Publicado el: 7, Abr, 2015

Redoblan la presión para que Bonadio sea apartado del caso Hotesur, contra la Presidenta


El hotel Alto Calafate en El Calafate - Foto: OPI Santa Cruz/Francisco Muñoz
07/04 – 09:40 – La Cámara de Casación Penal resolverá la semana próxima si aparta al juez federal Claudio Bonadio del expediente donde investiga a la presidenta Cristina Kirchner por la inscripción de su empresa hotelera Hotesur en los registros oficiales y por supuesto lavado de dinero. Ayer, tanto los abogados de la empresa como la fiscalía entendieron que el juez Bonadio, que ya allanó la firma, debe dejar el caso.

Por: Hernán Cappiello
Romina Mercado, la sobrina de la Presidenta que es formalmente la presidenta de Hotesur, recusó a Bonadio ante el temor de pérdida de imparcialidad del juez.

Los jueces de la Sala I de la casación Gustavo Hornos, Ana María Figueroa y Luis María Cabral hicieron una audiencia pública con los abogados de la parte y la fiscalía.

El abogado Carlos Beraldi, en representación de Mercado, hizo una descriptiva enumeración de las críticas que le mereció la actuación del juez Bonadio. Señaló que son irregulares los allanamientos que dispuso y la negativa del juzgado a permitirle acceder al sumario para sacarle copias o participar de las declaraciones de testigos, como una manera de controlar la prueba. “Sería ceguera no advertir el grado de desequilibrio” del juez, afirmó Beraldi, que se quejó de que el magistrado ya había adoptado una postura frente al caso, de antemano. “Lo que más me preocupa es que el juez dice encontrarse apenado, afectado por este conflicto, y esa posición hace que quede automáticamente descartada la posibilidad de intervenir en el proceso. Si es una víctima no puede intervenir”, argumentó.

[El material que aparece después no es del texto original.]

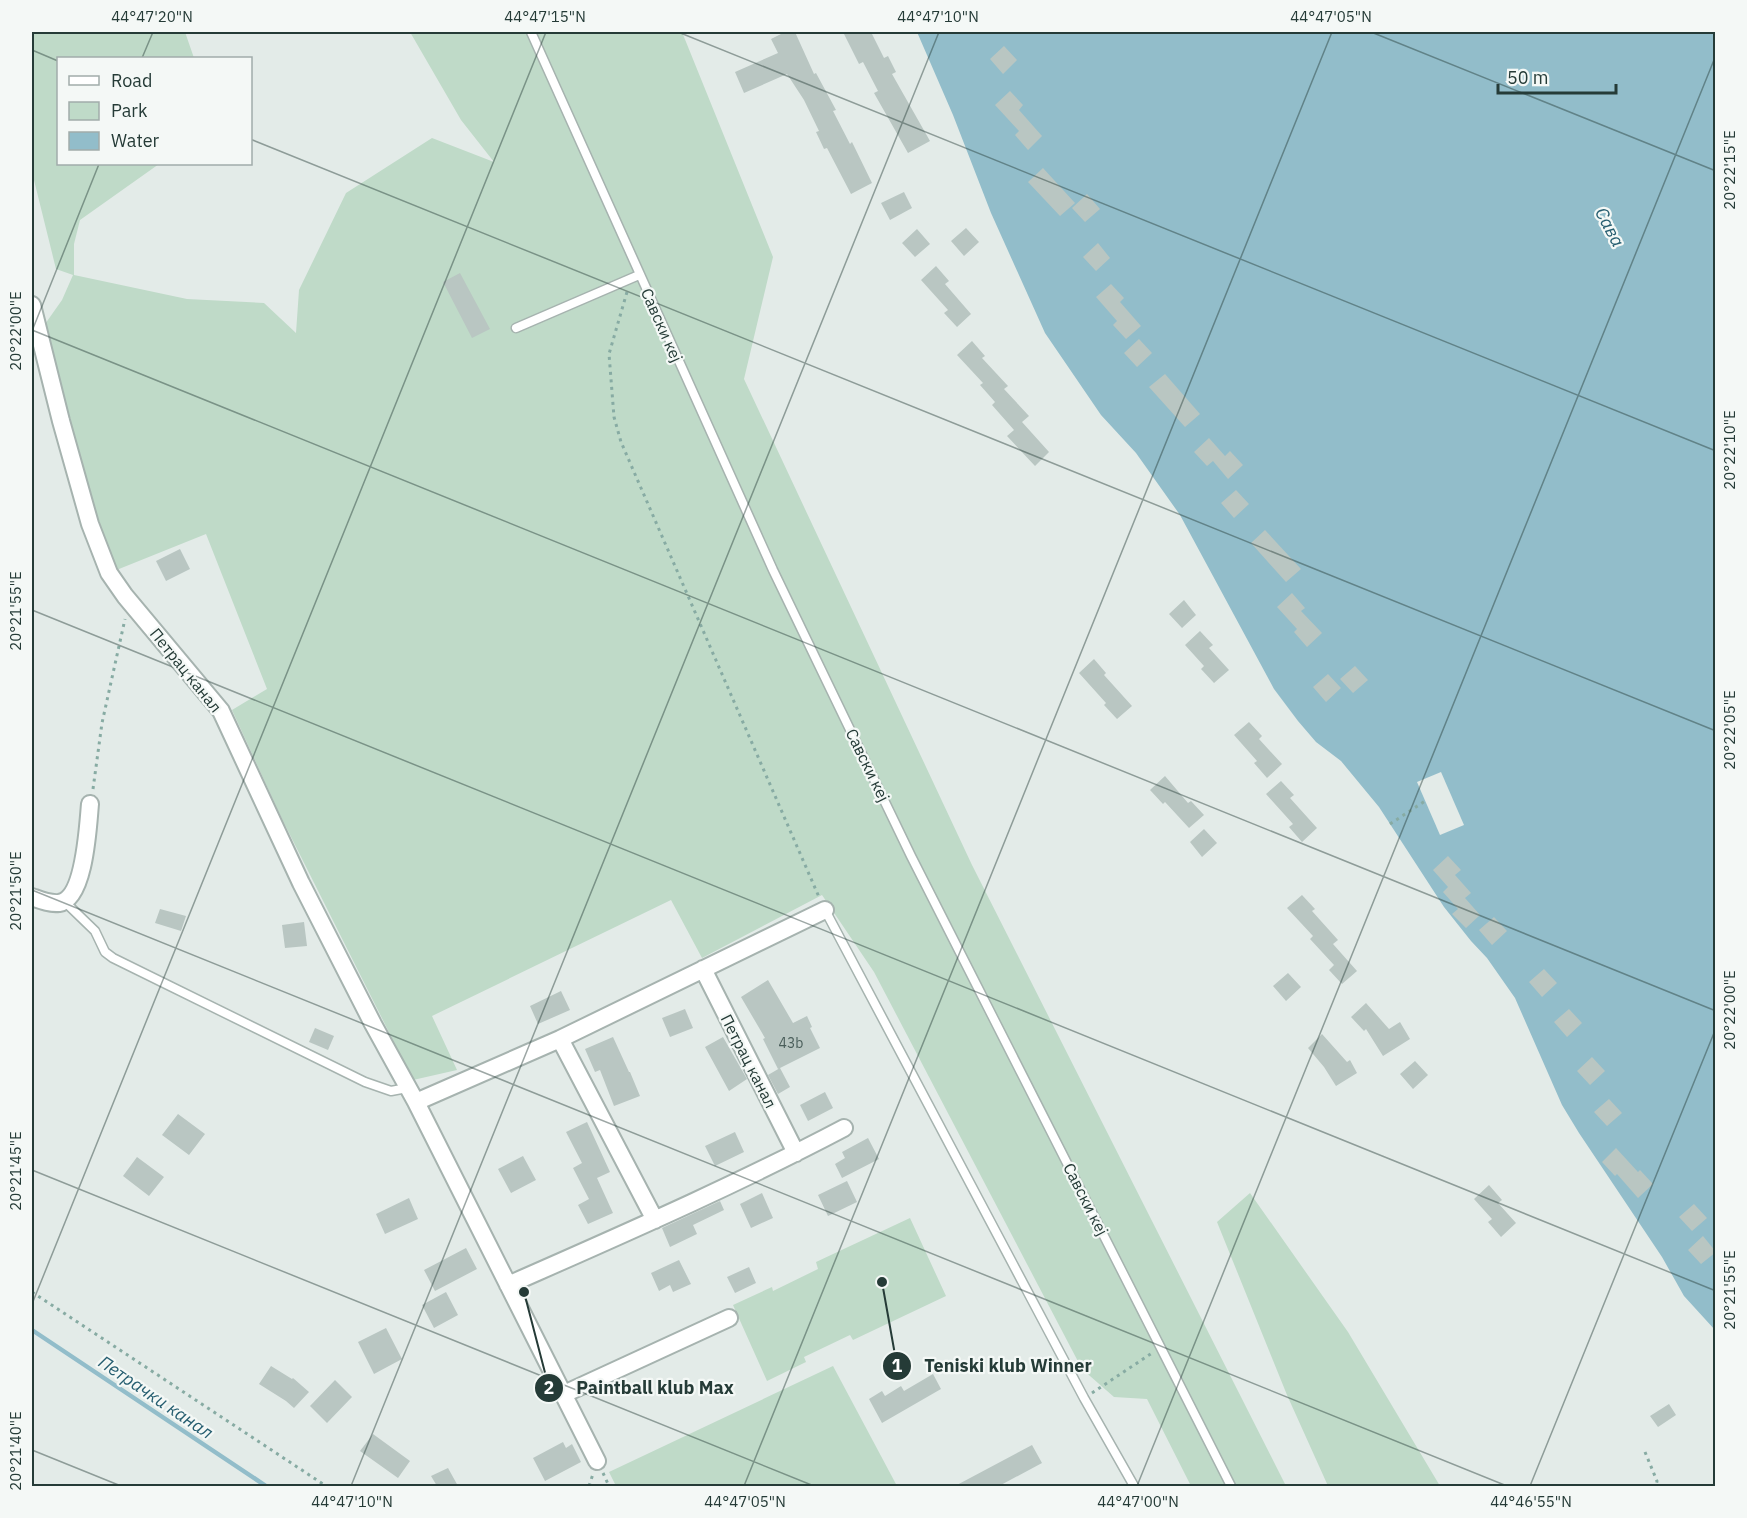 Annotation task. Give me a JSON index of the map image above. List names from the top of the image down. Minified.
{"streets":{"street":["Петрац канал"],"lane":["Савски кеј"]},"water":["Сава","Петрачки канал"],"places":["Teniski klub Winner","Paintball klub Max"],"house_numbers":["43b"],"legend":["Road","Park","Water"],"scale_bar":"50 m","coordinates":["44°47'20\"N","44°47'15\"N","44°47'10\"N","44°47'05\"N","20°22'15\"E","20°22'00\"E","20°22'10\"E","20°21'55\"E","20°22'05\"E","20°21'50\"E","20°21'45\"E","20°21'40\"E","44°47'00\"N","44°46'55\"N"]}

Lo que más sorprendió fue la postura de la fiscal ante la Cámara de Casación Gabriela Baigún, subrogante en el cargo por decisión de la procuradora Alejandra Gils Carbó. Baigún, que firmó una solicitada de apoyo a la funcionaria, niega pertenecer a Justicia Legítima.

La funcionaria, que en el proceso actúa como garante de la legalidad, se sumó a los cuestionamientos del abogado de Hotesur y resaltó la gravedad institucional del caso por tratarse de una causa “donde se investiga si la señora Presidenta con la intervención de otras personas cometió un delito”. Por eso dijo que hay un interés que trasciende el de la fiscalía por encontrar la verdad. “Se trata de una causa de gravedad institucional y es la sociedad toda a la que le interesa saber si la señora Presidenta cometió o no los hechos denunciados”, dijo.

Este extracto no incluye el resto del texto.